5.5.06

Un trocito de España

Es mi última noche “oficial” en Songkhla. Por “oficial” se entiende simplemente que en el programa nocturno no se incluyen ni alcohol ni mujeres. La verdad es que ya estoy algo cansado de visitar cada noche los mismos bares, pero este pueblo no da para más. ¿O me equivoco? Tal vez. Será cuestión de salir en plan aventurero y adentrarse por parajes ignotos.
Tomo mi habitual moto-taxi. No hace falta que le diga ya a dónde voy. Seguro que a estas alturas, mi fama de alcohólico putero irredento ha recorrido todo el hotel. No me extraña que luego, todos los occidentales tengamos esa fama. Por uno que cae por el hotel y resulta que se dedica a dormir de día y a beber de noche.
Hago el recorrido habitual y no encuentro nada que me llame la atención. Para más INRI veo a la policía haciendo una redada en un local porque han pasado algunos minutos de la una, hora oficial de cierre.

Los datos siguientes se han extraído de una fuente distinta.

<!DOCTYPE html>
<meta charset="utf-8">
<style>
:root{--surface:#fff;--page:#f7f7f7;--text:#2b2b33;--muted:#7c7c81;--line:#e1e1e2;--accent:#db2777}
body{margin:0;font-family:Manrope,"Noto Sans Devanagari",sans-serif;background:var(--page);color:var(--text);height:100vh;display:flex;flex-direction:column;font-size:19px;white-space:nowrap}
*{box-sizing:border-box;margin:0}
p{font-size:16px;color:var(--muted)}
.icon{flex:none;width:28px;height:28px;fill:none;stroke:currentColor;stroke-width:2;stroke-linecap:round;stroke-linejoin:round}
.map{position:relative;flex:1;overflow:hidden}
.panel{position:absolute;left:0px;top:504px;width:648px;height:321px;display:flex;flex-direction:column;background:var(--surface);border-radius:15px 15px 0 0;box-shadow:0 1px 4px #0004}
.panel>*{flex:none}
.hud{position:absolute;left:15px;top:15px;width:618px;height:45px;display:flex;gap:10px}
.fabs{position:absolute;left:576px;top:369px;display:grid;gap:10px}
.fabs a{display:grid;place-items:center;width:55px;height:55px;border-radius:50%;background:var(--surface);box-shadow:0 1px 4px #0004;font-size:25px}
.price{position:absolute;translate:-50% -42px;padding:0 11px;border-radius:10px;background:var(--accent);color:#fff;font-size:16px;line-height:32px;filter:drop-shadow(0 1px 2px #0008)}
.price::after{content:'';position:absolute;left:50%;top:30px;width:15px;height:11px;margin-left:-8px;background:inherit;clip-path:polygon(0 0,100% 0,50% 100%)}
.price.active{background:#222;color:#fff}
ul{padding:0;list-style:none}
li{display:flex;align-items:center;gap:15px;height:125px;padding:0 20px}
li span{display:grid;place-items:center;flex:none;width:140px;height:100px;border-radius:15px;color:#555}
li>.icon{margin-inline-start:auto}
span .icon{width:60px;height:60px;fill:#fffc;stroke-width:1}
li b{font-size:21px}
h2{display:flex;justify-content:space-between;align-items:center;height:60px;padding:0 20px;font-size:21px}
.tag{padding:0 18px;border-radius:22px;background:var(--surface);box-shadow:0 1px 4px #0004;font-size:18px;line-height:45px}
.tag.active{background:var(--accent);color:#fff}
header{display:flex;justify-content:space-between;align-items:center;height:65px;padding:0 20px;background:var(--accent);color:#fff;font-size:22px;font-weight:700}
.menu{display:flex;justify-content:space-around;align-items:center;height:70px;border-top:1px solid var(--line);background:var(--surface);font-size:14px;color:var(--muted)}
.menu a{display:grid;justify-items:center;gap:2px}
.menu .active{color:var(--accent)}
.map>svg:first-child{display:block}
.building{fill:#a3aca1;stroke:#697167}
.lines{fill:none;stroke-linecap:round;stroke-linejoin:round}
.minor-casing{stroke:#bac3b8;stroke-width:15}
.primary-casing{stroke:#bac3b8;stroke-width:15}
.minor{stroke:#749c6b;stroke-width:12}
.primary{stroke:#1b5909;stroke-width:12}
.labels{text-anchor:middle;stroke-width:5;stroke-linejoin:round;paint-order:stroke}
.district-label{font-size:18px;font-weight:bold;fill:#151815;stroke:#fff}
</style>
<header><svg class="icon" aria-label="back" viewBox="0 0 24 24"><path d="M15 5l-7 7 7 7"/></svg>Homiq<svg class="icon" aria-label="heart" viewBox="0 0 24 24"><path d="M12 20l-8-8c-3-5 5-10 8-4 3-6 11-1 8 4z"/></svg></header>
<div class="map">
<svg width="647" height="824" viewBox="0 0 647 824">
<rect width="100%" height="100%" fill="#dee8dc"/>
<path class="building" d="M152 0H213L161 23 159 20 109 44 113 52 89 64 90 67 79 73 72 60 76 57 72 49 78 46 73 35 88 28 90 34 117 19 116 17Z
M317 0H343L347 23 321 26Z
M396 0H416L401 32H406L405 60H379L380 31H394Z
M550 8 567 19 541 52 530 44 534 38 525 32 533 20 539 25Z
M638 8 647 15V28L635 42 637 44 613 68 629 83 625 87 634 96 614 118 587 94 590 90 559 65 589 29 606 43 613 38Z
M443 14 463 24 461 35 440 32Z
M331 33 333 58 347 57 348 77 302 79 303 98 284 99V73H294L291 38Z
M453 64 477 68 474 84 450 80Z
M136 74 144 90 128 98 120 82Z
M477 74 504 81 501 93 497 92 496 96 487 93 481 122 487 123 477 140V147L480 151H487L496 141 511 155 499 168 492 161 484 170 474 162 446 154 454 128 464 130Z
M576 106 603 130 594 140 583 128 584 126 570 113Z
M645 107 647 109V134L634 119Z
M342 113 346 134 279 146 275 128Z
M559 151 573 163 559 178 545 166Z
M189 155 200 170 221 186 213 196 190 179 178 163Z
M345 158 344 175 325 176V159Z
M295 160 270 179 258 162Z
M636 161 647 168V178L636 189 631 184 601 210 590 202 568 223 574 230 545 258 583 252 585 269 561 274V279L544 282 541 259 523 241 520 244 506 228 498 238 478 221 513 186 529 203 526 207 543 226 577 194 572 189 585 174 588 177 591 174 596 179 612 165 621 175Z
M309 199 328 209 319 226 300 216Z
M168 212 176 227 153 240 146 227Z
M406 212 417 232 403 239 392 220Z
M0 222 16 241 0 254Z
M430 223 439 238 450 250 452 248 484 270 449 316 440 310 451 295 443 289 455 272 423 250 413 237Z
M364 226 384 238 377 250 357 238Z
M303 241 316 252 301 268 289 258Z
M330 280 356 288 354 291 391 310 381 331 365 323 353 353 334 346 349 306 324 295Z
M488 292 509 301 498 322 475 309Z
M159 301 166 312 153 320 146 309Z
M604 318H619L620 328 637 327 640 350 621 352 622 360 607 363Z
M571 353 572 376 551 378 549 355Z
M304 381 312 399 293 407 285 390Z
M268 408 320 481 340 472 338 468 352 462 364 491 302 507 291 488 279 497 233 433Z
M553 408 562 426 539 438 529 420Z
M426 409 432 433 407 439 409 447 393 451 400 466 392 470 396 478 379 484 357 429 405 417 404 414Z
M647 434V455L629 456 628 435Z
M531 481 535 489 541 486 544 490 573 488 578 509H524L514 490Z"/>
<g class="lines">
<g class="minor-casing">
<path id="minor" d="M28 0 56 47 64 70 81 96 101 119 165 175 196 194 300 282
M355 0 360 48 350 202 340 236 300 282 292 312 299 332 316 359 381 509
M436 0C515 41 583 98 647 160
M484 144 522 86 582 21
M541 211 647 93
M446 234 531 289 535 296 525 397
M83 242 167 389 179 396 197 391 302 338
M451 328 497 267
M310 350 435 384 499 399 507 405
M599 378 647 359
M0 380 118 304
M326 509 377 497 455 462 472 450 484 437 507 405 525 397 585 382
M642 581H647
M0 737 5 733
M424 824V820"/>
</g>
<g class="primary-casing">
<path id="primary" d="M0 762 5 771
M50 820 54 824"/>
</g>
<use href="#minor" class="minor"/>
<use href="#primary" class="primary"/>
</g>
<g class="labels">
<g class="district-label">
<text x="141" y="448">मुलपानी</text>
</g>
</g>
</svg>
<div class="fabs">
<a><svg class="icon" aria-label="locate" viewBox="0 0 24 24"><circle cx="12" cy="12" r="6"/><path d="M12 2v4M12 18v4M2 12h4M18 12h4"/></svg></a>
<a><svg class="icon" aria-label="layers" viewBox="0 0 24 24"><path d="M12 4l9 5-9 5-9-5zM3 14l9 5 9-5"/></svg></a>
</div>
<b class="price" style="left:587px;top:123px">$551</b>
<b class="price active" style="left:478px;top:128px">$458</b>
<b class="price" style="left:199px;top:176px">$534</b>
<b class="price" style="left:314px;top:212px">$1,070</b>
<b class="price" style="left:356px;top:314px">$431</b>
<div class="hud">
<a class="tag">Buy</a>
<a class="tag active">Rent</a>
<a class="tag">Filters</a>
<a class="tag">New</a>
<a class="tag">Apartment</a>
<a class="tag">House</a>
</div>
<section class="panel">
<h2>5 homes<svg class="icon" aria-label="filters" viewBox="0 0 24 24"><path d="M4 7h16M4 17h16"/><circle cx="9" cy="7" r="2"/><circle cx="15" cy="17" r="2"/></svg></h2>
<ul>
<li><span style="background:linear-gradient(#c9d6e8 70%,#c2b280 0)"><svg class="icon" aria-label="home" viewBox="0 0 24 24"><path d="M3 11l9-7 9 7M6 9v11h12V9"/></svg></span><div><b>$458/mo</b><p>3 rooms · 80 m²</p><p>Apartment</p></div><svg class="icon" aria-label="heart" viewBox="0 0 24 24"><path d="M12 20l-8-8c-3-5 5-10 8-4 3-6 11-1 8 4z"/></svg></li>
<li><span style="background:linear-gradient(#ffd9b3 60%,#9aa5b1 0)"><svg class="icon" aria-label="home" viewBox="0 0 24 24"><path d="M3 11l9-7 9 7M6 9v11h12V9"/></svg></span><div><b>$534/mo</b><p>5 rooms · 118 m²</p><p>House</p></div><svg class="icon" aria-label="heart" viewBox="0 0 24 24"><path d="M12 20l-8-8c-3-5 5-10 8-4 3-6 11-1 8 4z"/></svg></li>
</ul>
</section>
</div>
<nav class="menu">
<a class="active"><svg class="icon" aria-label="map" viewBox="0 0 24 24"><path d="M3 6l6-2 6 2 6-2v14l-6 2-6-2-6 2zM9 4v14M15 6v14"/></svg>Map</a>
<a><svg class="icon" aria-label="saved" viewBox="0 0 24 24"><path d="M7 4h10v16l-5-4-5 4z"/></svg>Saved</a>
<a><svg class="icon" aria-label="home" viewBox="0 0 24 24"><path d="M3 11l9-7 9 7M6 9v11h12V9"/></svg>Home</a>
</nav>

Amanezco a las 5 de la tarde

Desesperado deambulo arriba y abajo por la única calle que cuenta con “establecimientos de diversión”. Ando más perdido que Llamazares en Génova 13. Recurro a los únicos que pueden sacarme de mi momentánea crisis existencial. ¿Qué hago? ¿Quién soy? ¿Dónde estoy? El camino para encontrar las respuestas me lo pueden indicar esos extraños seres que pululan por toda la geografía tailandesa: los conductores de moto-taxi. Están sentados sobre una tarima de madera que hace las funciones de parada. Allí charlan, juegan, beben, en definitiva ven pasar la vida en ese cruce de dos calles de un pequeña urbe tropical. “¿Qué pasa por aquí?” les digo a modo de saludo. “Pues nada” responden sorprendidos, no tanto porque yo hable su idioma, sino porque me apalanco sobre su tarima y enciendo un cigarrillo. Charlamos un rato sobre lo de siempre para acabar en mi pregunta de siempre: ¿”Aquí dónde hay whisky y putas a estas horas?”. Barajan varios nombres pero no acaban de ponerse de acuerdo. “¡Eh! Que me da igual, que yo voy a todos lados”. Empezamos por … por … no acierto a definirlo. Podría ser una casa particular, una especie de cabaña, no sé, algo con cuatro paredes y un techo y unas guirlandas luminosas junto al obligado karaoke presente en cualquier casa o establecimiento asiático que se precie. Hay una barra, por lo que deduzco que se sirven bebidas. Nada más entrar, todas las miradas de los presentes se centran en mi persona. Me siento algo incómodo, pero por un whisky, no me importa pasar por ese momento de cierto bochorno. “Un Black Label con Sprite, por favor” le digo a la camarera. “No servimos alcohol después de la una, está prohibido. Sólo refrescos y cerveza” me responde. “Joder, cagonlahostia” pronuncio en claro castellano pero sin poner cara de cabreo, no vaya a ser que se crea que la he insultado y me saquen dos maromos a palos. Lo que más me indigna es que me digan que no venden alcohol pero sí cerveza. ¿Y la cerveza qué lleva? ¿Aguarrás? En España también he oído a veces frases como: “Hoy no voy a beber, sólo tomaré cerveza”. Están tan idiotizados que se quieren engañar a sí mismos pensando que la cerveza es coca-cola clarita.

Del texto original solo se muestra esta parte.